Look below for the line containing "M229,425L248,431L243,447L227,446Z" and the line containing "M767,601L777,604L778,610L772,626L767,628L758,625Z"; repeat exactly those two lines and all lines between them, and nothing else.

** Opening The records block **

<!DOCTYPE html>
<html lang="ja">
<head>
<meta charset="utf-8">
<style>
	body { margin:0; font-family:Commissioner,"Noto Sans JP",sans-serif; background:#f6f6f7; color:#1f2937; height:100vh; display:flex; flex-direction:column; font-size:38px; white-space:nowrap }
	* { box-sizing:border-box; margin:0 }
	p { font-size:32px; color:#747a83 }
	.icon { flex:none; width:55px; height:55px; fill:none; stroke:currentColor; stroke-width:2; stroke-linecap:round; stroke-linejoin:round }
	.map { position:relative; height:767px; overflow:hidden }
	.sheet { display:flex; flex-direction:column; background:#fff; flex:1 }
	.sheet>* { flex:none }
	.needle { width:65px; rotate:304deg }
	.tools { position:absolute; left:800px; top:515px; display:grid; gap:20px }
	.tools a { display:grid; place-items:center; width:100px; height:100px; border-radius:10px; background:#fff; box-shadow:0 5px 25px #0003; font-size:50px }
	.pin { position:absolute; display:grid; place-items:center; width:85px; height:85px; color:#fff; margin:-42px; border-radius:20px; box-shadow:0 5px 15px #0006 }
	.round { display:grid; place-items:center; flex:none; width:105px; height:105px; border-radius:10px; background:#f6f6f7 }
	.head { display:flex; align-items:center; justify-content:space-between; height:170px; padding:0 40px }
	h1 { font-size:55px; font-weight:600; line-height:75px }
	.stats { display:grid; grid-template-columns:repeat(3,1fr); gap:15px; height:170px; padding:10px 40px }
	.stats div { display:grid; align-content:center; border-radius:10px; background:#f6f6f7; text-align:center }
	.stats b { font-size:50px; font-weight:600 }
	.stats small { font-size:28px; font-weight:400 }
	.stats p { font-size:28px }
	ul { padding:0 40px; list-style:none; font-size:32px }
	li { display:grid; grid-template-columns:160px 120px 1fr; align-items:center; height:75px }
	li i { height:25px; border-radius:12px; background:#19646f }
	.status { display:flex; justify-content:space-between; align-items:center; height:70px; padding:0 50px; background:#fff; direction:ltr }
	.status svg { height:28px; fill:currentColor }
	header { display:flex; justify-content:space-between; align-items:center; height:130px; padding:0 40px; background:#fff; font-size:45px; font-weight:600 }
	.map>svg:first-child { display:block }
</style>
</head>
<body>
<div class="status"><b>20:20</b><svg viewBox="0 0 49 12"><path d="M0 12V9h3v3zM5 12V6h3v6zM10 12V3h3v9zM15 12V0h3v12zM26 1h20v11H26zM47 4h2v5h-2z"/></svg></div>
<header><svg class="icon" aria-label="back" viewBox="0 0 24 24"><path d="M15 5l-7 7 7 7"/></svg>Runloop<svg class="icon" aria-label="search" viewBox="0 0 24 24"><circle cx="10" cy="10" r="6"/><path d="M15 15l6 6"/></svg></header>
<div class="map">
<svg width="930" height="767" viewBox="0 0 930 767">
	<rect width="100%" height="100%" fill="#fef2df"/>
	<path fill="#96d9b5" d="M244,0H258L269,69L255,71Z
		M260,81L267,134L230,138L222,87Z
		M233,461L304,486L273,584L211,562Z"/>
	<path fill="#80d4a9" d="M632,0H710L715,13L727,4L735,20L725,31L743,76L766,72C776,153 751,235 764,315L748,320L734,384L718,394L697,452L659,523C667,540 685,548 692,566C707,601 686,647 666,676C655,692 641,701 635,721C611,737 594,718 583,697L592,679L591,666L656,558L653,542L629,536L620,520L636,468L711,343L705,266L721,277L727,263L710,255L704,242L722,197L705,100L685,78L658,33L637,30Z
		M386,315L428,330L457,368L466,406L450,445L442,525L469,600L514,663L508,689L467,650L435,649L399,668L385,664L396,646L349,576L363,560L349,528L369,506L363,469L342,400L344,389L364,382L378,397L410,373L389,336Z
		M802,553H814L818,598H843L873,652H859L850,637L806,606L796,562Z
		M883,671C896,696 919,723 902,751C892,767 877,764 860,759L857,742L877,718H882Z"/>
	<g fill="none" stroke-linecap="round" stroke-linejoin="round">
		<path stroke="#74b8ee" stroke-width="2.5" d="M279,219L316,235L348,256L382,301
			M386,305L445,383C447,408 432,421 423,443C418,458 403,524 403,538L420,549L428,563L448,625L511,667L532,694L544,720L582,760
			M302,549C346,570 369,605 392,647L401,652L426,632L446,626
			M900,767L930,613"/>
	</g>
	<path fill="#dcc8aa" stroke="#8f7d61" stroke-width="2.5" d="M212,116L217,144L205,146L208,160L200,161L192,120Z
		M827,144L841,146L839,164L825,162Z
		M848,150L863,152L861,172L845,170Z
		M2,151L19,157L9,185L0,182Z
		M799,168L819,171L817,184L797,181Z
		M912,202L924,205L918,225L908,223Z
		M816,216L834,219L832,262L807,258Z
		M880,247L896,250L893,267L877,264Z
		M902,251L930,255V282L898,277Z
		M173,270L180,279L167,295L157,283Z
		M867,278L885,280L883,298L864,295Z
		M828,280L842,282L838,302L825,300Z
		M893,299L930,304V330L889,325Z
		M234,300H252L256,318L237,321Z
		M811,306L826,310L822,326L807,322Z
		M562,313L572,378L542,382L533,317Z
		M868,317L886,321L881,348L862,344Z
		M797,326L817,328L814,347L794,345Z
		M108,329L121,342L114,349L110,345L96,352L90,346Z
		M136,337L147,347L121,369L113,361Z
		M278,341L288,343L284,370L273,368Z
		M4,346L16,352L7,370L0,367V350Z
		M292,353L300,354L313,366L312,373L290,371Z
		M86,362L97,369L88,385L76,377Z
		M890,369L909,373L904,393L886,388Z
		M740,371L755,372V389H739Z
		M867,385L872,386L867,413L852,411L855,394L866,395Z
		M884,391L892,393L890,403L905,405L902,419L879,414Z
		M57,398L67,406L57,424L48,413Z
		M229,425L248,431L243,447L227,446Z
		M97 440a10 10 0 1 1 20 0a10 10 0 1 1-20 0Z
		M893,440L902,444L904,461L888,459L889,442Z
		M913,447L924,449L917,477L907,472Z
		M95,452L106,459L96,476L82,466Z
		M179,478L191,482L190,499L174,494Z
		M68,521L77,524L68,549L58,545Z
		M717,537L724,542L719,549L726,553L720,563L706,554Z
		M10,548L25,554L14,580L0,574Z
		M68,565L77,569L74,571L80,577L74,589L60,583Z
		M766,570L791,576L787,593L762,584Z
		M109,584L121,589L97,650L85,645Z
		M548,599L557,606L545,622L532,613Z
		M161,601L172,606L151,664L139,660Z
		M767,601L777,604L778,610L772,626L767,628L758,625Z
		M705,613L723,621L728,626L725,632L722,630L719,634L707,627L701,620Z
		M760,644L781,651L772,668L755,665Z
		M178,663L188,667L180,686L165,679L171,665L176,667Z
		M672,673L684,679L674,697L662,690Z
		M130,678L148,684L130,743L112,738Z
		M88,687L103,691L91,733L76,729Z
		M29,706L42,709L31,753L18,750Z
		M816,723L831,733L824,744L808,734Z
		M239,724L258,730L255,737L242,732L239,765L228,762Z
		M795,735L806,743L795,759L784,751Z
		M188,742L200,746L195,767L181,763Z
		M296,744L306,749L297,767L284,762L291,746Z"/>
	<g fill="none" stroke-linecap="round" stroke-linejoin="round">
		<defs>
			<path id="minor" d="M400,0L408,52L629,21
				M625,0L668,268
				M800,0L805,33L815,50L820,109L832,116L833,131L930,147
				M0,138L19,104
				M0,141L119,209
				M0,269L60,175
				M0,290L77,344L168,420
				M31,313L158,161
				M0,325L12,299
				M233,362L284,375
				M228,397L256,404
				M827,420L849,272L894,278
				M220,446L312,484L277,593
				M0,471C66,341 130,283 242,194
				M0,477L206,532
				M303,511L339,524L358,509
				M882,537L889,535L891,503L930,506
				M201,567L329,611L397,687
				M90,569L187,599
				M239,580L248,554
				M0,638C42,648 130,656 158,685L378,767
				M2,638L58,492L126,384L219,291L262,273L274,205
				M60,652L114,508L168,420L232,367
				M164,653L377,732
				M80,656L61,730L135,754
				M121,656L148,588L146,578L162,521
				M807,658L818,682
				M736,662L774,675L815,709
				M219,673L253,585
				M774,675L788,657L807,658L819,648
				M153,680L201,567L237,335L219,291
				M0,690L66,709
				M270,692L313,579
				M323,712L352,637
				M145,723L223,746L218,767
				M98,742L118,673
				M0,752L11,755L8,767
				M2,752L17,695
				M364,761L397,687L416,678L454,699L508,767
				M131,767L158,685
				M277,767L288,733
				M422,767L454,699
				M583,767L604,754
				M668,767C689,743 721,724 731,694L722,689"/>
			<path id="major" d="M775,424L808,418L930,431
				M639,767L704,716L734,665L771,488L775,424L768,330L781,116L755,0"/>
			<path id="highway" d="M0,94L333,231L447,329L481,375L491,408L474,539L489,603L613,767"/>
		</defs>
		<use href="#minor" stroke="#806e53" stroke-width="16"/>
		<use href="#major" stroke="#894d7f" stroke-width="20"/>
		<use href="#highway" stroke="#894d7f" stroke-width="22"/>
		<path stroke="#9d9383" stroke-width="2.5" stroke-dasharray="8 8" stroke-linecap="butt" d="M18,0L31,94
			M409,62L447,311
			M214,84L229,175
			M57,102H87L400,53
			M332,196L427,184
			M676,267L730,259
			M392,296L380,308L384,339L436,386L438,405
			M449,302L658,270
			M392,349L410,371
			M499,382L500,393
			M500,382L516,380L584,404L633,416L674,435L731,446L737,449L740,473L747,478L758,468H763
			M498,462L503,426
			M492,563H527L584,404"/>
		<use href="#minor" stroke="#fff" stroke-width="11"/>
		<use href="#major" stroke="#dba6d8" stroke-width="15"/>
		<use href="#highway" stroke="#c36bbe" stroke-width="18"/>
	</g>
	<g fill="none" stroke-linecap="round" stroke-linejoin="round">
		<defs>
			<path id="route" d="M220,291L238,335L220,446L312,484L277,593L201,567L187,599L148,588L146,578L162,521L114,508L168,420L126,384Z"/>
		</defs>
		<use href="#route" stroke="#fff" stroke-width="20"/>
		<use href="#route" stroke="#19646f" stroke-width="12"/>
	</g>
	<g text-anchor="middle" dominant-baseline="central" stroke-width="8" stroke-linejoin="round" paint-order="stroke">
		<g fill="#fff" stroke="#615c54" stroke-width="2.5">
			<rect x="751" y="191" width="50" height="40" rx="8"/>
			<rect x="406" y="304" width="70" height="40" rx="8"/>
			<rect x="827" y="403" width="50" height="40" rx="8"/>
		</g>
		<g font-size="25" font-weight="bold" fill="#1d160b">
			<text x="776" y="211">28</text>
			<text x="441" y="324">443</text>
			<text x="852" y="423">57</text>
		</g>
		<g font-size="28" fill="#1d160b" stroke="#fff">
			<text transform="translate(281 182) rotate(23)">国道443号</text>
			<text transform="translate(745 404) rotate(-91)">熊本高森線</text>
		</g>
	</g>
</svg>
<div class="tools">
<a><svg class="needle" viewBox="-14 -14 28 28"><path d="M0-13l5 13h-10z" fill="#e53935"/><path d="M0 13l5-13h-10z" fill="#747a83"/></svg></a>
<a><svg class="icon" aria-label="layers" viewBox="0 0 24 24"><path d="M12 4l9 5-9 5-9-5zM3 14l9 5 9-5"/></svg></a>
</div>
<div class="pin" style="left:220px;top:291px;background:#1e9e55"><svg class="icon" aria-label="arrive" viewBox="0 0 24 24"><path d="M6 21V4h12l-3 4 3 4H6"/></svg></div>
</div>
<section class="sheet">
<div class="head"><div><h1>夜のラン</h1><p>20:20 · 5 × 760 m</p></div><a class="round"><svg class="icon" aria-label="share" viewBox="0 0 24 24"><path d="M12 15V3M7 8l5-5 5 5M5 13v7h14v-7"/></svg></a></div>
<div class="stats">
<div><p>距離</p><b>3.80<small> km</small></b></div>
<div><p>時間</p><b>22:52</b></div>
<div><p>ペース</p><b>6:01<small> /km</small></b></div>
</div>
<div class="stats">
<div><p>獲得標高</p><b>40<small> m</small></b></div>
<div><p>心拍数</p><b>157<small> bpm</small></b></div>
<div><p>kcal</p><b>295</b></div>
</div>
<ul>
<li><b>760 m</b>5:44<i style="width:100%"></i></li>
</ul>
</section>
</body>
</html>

** Closing The records block **

Solution:
		M229,425L248,431L243,447L227,446Z
		M97 440a10 10 0 1 1 20 0a10 10 0 1 1-20 0Z
		M893,440L902,444L904,461L888,459L889,442Z
		M913,447L924,449L917,477L907,472Z
		M95,452L106,459L96,476L82,466Z
		M179,478L191,482L190,499L174,494Z
		M68,521L77,524L68,549L58,545Z
		M717,537L724,542L719,549L726,553L720,563L706,554Z
		M10,548L25,554L14,580L0,574Z
		M68,565L77,569L74,571L80,577L74,589L60,583Z
		M766,570L791,576L787,593L762,584Z
		M109,584L121,589L97,650L85,645Z
		M548,599L557,606L545,622L532,613Z
		M161,601L172,606L151,664L139,660Z
		M767,601L777,604L778,610L772,626L767,628L758,625Z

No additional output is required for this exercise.